I want to build a world that satirizes the modern cult of cooking. The cult has a long list of infractions that will ruin a dish and render it inedible. For example:
Chopping an onion the wrong way
Holding the knife the wrong way
Using table salt instead of kosher salt
Measuring dry ingredients by weight rather than by volume
Measuring dry ingredients by volume rather than by weight
Not frying onions before adding to stew
Confusing unflavoured with "vanilla" ice cream
Boiling pasta beyond "al dente"
Slicing meat along the grain
Making pesto using a food processor rather than a mortar and pestle
Adding cream to carbonara
Pouring milk in the cup before the tea
Pouring tea in the cup before milk
Thick based pizza
Well-done beefsteak
Not salting Pasta Water
Boiling and washing rice rather than using the absorption method
Holding chopped ingredients between the knife blade and your other hand.
Cooking meat by time rather than internal temperature
In reality some of these mistakes have the potential to ruin a dish. For example if you modify a pizza recipe with a thicker base, you must also modify the recipe to cook longer. Other mistakes simply give a different product which you might or might not prefer, rather then rendering the dish inedible.
The cult is not appeased by reason however. With a flourish they declare your creation is no longer a pizza and should be destroyed before the Neapolitans find out and declare war (again).
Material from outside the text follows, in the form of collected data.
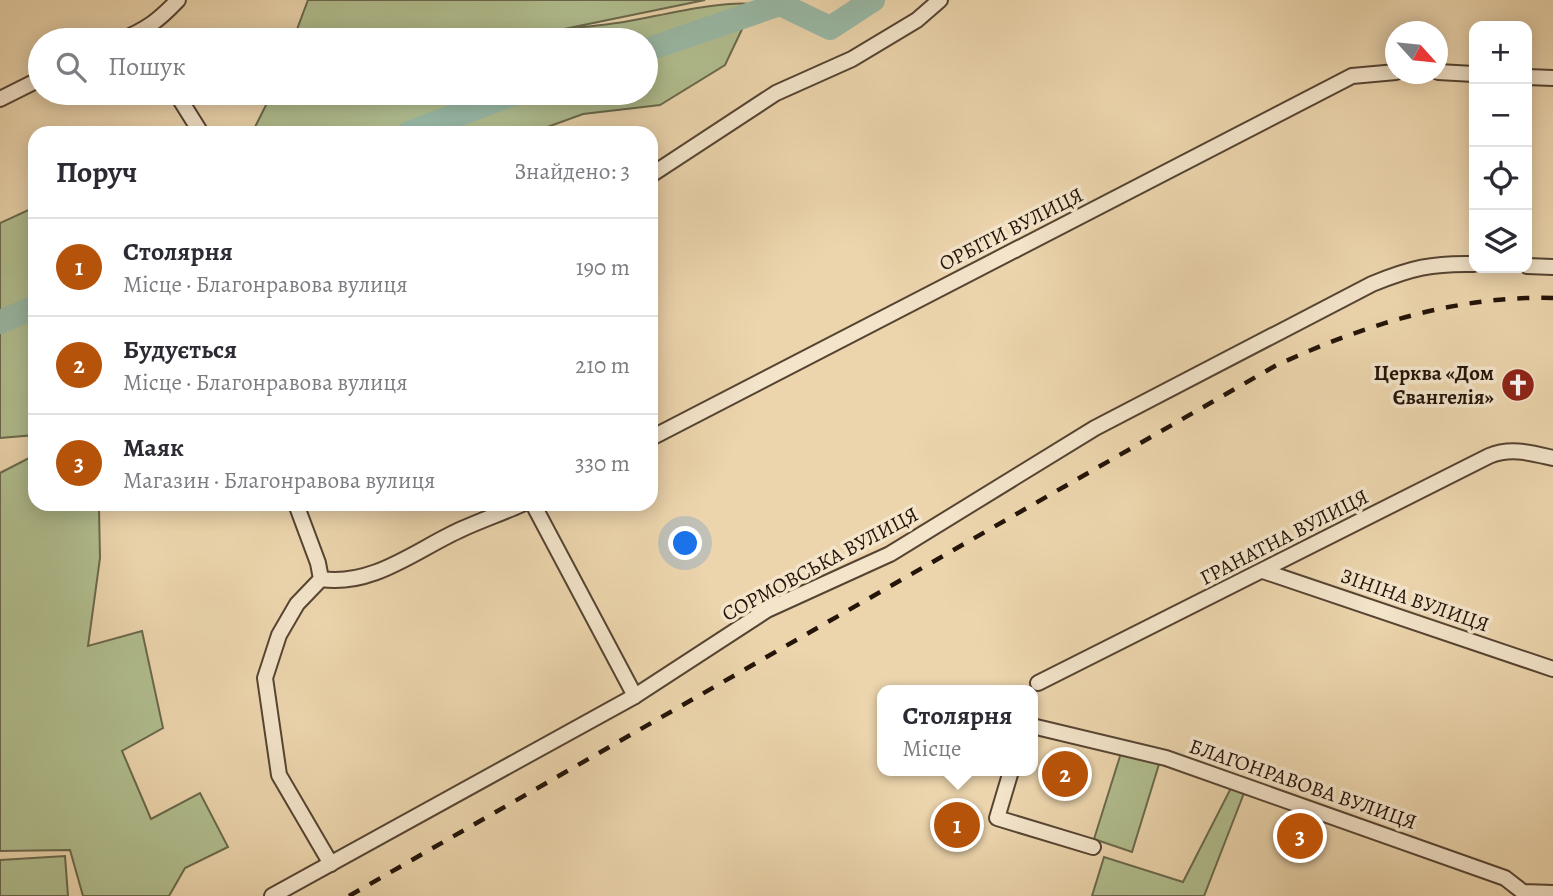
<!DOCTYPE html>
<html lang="uk">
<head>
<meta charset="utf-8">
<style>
	body { margin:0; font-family:Alegreya,serif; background:#f7f7f7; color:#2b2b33 }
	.controls { position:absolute; right:21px; top:21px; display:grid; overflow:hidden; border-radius:14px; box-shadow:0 4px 18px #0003 }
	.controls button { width:63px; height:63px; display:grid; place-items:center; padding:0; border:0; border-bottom:2px solid #e1e1e2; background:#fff; color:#2b2b33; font:35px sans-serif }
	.compass { position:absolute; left:1385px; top:21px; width:63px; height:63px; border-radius:50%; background:#fff; box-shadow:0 4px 18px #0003; rotate:117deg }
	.you { position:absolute; left:686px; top:544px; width:24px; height:24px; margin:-18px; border:5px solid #fff; border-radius:50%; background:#1a73e8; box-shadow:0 0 0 10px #1a73e833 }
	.badge { display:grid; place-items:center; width:46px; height:46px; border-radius:50%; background:#b45309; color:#fff; font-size:23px; font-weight:700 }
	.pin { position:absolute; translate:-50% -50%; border:4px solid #fff; box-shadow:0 2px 7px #0006 }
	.popup { position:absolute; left:877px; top:685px; width:161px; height:91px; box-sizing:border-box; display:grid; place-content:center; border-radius:14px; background:#fff; filter:drop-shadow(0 2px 5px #0005); font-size:23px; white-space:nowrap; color:#7c7c81 }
	.popup b { font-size:26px; color:#2b2b33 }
	.popup::after { content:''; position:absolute; left:50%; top:100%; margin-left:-14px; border:14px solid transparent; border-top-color:#fff }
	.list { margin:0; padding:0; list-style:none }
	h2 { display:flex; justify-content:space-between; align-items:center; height:91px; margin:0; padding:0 28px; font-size:30px }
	h2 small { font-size:23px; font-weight:400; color:#7c7c81 }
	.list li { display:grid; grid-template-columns:46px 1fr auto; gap:21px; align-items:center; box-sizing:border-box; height:98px; padding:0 28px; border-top:2px solid #e1e1e2 }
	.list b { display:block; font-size:26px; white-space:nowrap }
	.list p { margin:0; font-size:23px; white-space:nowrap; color:#7c7c81 }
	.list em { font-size:23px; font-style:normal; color:#7c7c81 }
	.icon { flex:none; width:38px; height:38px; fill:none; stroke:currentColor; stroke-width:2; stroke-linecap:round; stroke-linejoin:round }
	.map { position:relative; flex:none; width:1553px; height:896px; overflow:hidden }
	.search { position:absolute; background:#fff; box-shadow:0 4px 18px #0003; left:28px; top:28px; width:630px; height:77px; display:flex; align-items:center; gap:18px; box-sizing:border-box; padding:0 24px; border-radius:38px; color:#7c7c81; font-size:26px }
	.panel { position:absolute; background:#fff; box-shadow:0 4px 18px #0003; left:28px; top:126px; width:630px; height:385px; border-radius:21px }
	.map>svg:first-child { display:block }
	.green { fill:#b1be8f; stroke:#6a694c; stroke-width:2 }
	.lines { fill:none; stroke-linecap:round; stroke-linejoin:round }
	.river { stroke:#99b9a6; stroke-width:24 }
	.minor-casing { stroke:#564432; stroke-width:18 }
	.minor { stroke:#f3e4ca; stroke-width:14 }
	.rail { stroke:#241409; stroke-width:4.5; stroke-dasharray:12 12; stroke-linecap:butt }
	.labels { text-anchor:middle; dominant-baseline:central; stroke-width:7; stroke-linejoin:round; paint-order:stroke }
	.street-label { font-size:21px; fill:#241409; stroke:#f3e4ca }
	.poi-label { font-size:21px; font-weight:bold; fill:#241409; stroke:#f3e4ca; text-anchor:end }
</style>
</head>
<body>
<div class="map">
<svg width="1553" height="896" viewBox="0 0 1553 896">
	<rect width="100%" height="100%" fill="#ecd5ad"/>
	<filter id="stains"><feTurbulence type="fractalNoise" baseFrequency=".00286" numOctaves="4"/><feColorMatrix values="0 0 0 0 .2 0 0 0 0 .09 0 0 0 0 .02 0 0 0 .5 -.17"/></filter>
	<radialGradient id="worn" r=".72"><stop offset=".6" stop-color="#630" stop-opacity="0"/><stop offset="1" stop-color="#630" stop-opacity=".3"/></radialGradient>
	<!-- green -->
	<g class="green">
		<path d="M308,0H705L564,29C584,27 604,25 624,22C659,16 721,0 754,4L725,65L660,105L583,114L531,133H252L270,97L285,93H646V40H293Z"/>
		<path d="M35,207V435L0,438V223Z"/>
		<path d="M29,458L35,459V504H95L99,509L100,558L88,646L142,631L163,728L122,751L151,819L200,793L228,847L185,868L169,896H83L70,850L0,851V473Z"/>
		<path d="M1121,753L1160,761L1132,852L1094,839Z"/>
		<path d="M1231,788L1244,793L1204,896H1092L1104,857L1183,882Z"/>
		<path d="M65,856L68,896H0V860Z"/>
	</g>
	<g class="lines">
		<!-- river -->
		<g class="river">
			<path d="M646,50L780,4L830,28L873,0"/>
			<path d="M409,133L516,93"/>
			<path d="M0,322L35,307"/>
		</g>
		<!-- minor casing -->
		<g class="minor-casing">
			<g id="minor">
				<path d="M121,40C147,29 158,21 178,0"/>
				<path d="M1438,72L1474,74"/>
				<path d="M1527,77L1553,78"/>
				<path d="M176,93L201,133"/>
				<path d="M0,99L40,79"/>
				<path d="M651,175L776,93L852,59L917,20L940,0"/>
				<path d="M1527,266L1553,267"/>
				<path d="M651,438L1352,76L1396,72"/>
				<path d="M296,504L318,563L321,579L297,604L279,635L265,678L279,775L331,864"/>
				<path d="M533,504L635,696"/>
				<path d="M1263,571L1553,669"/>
				<path d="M321,579C373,587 417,549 462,529C482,520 502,513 522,504"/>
				<path d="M1038,683L1489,456C1511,447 1531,453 1553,458"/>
				<path d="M1032,726L1166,758L1505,878L1523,892L1553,893"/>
				<path d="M1011,771L997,818L1093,847"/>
				<path d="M272,896L635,696L767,610L890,554L1095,428L1372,284C1411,268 1432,263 1474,264"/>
			</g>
		</g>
		<!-- minor -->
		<use href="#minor" class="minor"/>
		<!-- rail -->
		<path class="rail" d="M349,896L1275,366C1361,326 1457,295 1553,298"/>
	</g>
	<!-- icons -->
	<defs>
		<g id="church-disc" transform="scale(1.75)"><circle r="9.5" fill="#8f2418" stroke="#f3e4ca"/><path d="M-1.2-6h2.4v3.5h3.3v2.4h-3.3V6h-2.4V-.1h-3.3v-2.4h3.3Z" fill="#fff"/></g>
	</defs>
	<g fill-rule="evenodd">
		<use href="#church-disc" x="1518" y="385"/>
	</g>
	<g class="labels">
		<!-- street labels -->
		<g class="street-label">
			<text transform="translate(1011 229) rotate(-27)">ОРБІТИ ВУЛИЦЯ</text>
			<text transform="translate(1284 537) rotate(-27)">ГРАНАТНА ВУЛИЦЯ</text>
			<text transform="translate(820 564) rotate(-28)">СОРМОВСЬКА ВУЛИЦЯ</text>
			<text transform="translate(1415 600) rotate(19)">ЗІНІНА ВУЛИЦЯ</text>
			<text transform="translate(1303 784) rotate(19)">БЛАГОНРАВОВА ВУЛИЦЯ</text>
		</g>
		<!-- poi labels -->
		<g class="poi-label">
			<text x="1494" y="373">Церква «Дом<tspan x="1494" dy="24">Євангелія»</tspan></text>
		</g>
	</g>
	<rect width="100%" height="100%" filter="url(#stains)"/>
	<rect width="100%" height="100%" fill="url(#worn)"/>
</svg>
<div class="controls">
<button>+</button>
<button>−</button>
<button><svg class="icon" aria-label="locate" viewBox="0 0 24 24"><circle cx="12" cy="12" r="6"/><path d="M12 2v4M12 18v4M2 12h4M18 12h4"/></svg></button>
<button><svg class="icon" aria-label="layers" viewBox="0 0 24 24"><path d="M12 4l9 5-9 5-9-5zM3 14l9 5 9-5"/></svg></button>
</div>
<svg class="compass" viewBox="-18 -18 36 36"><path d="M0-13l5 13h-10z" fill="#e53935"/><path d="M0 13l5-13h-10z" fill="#7c7c81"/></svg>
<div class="you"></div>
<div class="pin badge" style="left:957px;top:825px">1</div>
<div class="popup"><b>Столярня</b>Місце</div>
<div class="pin badge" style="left:1065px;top:774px">2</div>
<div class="pin badge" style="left:1300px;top:836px">3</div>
<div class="search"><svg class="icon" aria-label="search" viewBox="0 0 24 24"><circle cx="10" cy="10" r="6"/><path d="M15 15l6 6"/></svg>Пошук</div>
<section class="panel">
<h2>Поруч<small>Знайдено: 3</small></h2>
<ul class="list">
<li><span class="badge">1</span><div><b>Столярня</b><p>Місце · Благонравова вулиця</p></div><em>190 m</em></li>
<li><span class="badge">2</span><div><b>Будується</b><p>Місце · Благонравова вулиця</p></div><em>210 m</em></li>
<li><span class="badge">3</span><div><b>Маяк</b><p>Магазин · Благонравова вулиця</p></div><em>330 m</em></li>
</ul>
</section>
</div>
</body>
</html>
Note: when I say the wrong way I don't have a correct way in mind. The point is there are several proposed correct ways and they all conflict with each other while claiming to be the single truth.
I want to build a world that parodies all the misconceptions of cooking culture by pretending the misconceptions are all facts. In this world cooking is extremely sensitive. Cutting an onion wrong will make it poisonous and overboiling pasta will not simply change the dish, but render it inedible.
What is the minimum change required to the universe to make the above possible? I would like the change to be small relative to the number of rules that it makes true.